One in four mobile apps are abandoned after a single use. Eek- this is certainly a tough statistic to come to grips with. But don’t be so quick to blame the complexity of today’s users. The undeniable reality is that all mobile app teams make mistakes, big and small. You are human after all. Yet some mistakes, if not identified and resolved quickly, are probably causing your users to drop like flies.

There are many ways you can combat app abandonment, but in order to do so effectively, you must increase your awareness. First and foremost you need to understand what makes users abandon your app before you implement any combat strategies. To help you out, we have assembled the 7 most common reasons plus the best solutions to these noteworthy pitfalls.

1. Poor User Onboarding Experience

User onboarding is one of the earliest and most important interactions you will have with your users. It’s the tutorial or guide to your product, and it has to be executed to perfection if you hope to keep your audience’s attention. Onboarding is a great time to make an amazing first impression on your users, and get them acquainted with using your product. So, you can probably already imagine why user onboarding is so essential for fighting user abandonment, but it’s nice to hear it again anyway.

The top-ranking apps in the mobile app economy all focus on retaining users from the very first visit. And, while the entire duration of your relationship with users is obviously important, it’s really the earliest moments that you share with one another which help to build habits, form bonds, and cement your product in people’s minds. User onboarding is one of the strongest tools that you have to fight app abandonment, and you have to use it for all it’s worth.
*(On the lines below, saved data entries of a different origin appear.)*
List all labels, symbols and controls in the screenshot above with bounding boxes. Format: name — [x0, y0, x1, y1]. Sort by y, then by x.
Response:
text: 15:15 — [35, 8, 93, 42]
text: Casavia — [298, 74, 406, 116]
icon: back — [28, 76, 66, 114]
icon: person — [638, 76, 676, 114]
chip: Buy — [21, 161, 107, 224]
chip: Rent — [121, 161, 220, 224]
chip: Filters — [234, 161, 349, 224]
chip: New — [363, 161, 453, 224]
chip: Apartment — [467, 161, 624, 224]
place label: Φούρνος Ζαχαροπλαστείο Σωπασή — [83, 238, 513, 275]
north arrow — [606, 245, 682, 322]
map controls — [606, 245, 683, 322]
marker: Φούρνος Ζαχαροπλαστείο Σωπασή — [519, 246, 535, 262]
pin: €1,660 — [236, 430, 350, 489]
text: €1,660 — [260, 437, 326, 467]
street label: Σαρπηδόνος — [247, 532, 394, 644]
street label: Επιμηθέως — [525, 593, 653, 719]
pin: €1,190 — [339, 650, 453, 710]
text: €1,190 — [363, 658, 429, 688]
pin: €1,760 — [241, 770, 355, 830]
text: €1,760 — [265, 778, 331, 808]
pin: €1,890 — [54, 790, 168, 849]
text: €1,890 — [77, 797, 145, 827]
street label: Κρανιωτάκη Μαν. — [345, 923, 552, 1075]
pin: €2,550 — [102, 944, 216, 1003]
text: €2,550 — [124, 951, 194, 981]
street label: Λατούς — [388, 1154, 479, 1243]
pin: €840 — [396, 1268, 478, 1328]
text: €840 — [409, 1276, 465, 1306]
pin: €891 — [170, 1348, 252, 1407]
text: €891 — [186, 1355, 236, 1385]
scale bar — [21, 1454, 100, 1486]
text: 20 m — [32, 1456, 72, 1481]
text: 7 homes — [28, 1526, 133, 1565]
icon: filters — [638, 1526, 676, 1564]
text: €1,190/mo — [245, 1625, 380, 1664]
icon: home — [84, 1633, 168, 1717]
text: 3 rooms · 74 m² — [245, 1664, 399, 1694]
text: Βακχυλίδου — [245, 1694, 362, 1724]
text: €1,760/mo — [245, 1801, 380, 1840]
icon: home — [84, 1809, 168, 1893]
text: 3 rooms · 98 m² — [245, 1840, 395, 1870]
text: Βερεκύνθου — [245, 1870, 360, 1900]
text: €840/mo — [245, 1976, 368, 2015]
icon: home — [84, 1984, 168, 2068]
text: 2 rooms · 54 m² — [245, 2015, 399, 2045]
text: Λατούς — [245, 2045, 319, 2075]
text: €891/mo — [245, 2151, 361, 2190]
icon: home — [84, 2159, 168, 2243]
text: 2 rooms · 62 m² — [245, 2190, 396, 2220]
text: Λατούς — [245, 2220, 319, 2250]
The good news is that user onboarding doesn’t have to be difficult. Sometimes, showing your users just a few clear and actionable screens will provide a great onboarding experience. But in other cases, like with popular role-playing games, it’s best to take your users through a fully-fledged progressive onboarding experience that demonstrates the ins and outs of your product while they actually use it.

As Des Traynor of Intercom so perfectly puts it, “Rather than relying solely on emergent metrics and then forcing users to hit some business targets, modern onboarding focuses on the user and what they want to achieve.” The success of your user should be your ultimate goal and should serve as the foundation of your onboarding process.
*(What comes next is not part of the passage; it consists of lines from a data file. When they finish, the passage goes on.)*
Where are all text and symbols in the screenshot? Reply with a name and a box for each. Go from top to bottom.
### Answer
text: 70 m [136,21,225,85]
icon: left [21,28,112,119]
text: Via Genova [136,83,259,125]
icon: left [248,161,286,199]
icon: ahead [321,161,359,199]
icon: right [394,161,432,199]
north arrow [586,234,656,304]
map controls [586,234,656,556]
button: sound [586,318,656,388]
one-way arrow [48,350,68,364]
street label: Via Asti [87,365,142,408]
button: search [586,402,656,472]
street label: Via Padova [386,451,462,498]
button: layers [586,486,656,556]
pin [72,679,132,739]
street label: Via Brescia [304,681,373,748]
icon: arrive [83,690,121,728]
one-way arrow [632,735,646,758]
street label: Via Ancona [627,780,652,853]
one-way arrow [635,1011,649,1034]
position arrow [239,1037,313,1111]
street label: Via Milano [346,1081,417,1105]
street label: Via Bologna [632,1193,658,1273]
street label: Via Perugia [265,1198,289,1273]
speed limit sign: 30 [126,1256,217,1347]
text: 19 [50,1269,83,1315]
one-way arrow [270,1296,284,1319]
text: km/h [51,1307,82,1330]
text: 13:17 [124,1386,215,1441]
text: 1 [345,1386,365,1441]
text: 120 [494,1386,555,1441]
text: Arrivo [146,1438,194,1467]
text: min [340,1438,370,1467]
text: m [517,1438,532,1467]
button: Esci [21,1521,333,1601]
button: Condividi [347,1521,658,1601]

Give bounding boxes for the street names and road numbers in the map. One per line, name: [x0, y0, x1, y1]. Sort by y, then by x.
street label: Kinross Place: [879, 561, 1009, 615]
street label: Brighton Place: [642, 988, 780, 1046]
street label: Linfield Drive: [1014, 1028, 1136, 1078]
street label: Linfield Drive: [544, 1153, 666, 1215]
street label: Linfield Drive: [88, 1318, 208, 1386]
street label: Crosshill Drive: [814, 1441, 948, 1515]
You should also make sure that your team is aware of common onboarding mistakes such as forgetting to provide your users with a “Skip” button, or showing your app’s sign-up screen as soon as they open your app. And, keep in mind that onboarding is an ongoing process that can continually be optimized as time goes on.

Weathercube app
Weathercube gets onboarding right by clearly telling users how to use their product in just three slides. Image: Kiip.me

 

2. Privacy Concerns

User privacy is a major reason for mobile app abandonment which has only recently come to light. In the past few years, there has been growing concern over mobile apps that request questionable in-app permissions, sell user data, track geolocation, and automatically post to personal social media accounts on behalf of the end user.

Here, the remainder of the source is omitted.